Hekimoğlu sezonu açtı. Bol reytingli bir sezon olsun dileklerimizle ilk bölümün reytinglerine göz atalım: Total’de 4.52 reytingle 4. – AB’de 3.16 reytingle 5. – ABC1’de ise 3.75 reytingle 4. Salı günü yeni projeler ile oldukça zorlu bir gün, bakalım gelecek zaman ne gösterecek…
Konuk yazarım Buke ‘nin kaleminden Hekimoğlu Yeni Sezon’un ilk değerlendirme yazısına göz atmak ister misiniz? Keyifli okumalar ^^ (For my foreign followers, please go to select language section for google translate. On the top right side of the screen for desktop, Last line on the hamburger menu bar for mobile)
Geçen sezon dizilerinden, bu sezonun ilk açılışını yapan Hekimoğlu, uzun bir aradan sonra ekranlardaydı. Tüm kadroyu çok özlemişim. Hepsine ayrı ayrı hoş geldiniz demek istiyorum.
2.sezon tanıtım fragmanı epeyce merak uyandırıcıydı. Hatta zaman atlaması mı yaşayacağız diye düşündüm bir an. O merakla oturdum ekran karşısına. Ama fragmanın aksine normale göre daha düşük bir tempolu bir bölümle başladık sezona.
Gecen sezon Hekimoğlu ve ekibini, Vahap’ın 10 milyon dolarını alıp gidişinin ardından, kutlama yaparken bırakmıştık. Zeynep istifa edip gittiği için, O’nun dışında tüm ekip oradaydı. En son İpek de kutlamaya katılmış ama hastanenin kaybettiği 10 Milyon Doları da Ateş’in başına kalmadan duramamıştı tabi ki.

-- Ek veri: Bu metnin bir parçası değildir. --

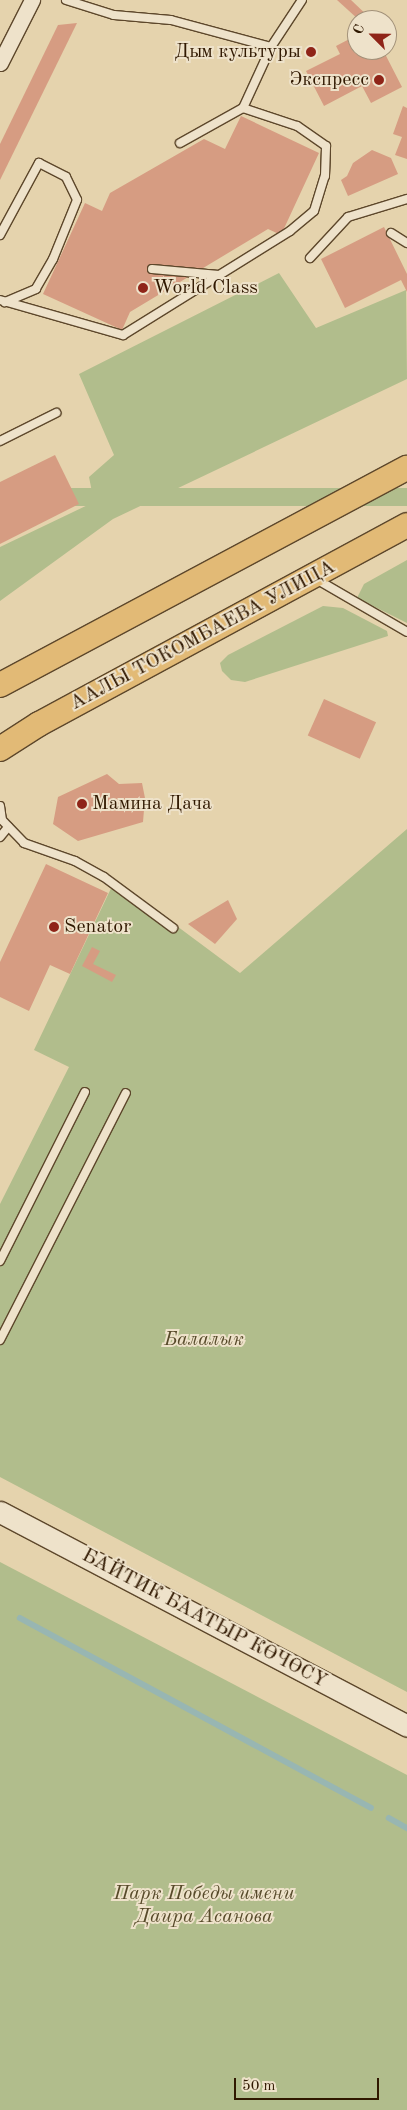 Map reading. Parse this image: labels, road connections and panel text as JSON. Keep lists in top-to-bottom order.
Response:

Yeni sezonu yeni hastamızla açtık. Genç hastamız aniden bayılarak hastaneye getirildi. Öksürük, ciltte kızarıklık döküntü, baş ağrısı vs. belirtiler saptandı ilk etapta. Tansiyon problemi de vardı. Orhan tansiyon problemi ile tavladı Hekimoğlu’nu ve vakayı almaya ikna etti.
Hekimoğlu ve olay yeri inceleme 1 eksikle görev başındaydı yine… Ekip, Zeynep’in yokluğunu hissederken, İpek ekibin bir an önce tamamlanması için harekete geçmişti bile. Zeynep’in yerine birini almak için iş görüşmeleri ayarlanmıştı. Ateş her zamanki gibi poliklinikten kaçma derdindeydi. Ama kendisi için poliklinikte olmaktan daha zor bir görev yüklemişti İpek O’na. Ekibe katılacak 3.kişiyi Ateş seçecekti. Ateş için bu kolay bir iş olabilirdi, tabi ki ne kadar inkar etse de aklı Zeynep’te olmasaydı.
Daha işe gitmeden Zeynep’in evinde soluğu alan Hekimoğlu, önce O’na Vahap’ın gidişinin müjdesini verdi, ardından işe geri dönmesini istedi. Zeynep’in kolay kolay dönmeye niyeti yoktu. İlk bölümlerdeki Zeynep’le bugünkü Zeynep’i kıyaslayınca nereden nereye demeden edemedim. Karakter resmen birbiriyle çelişen davranışlar sergilemeye başladı.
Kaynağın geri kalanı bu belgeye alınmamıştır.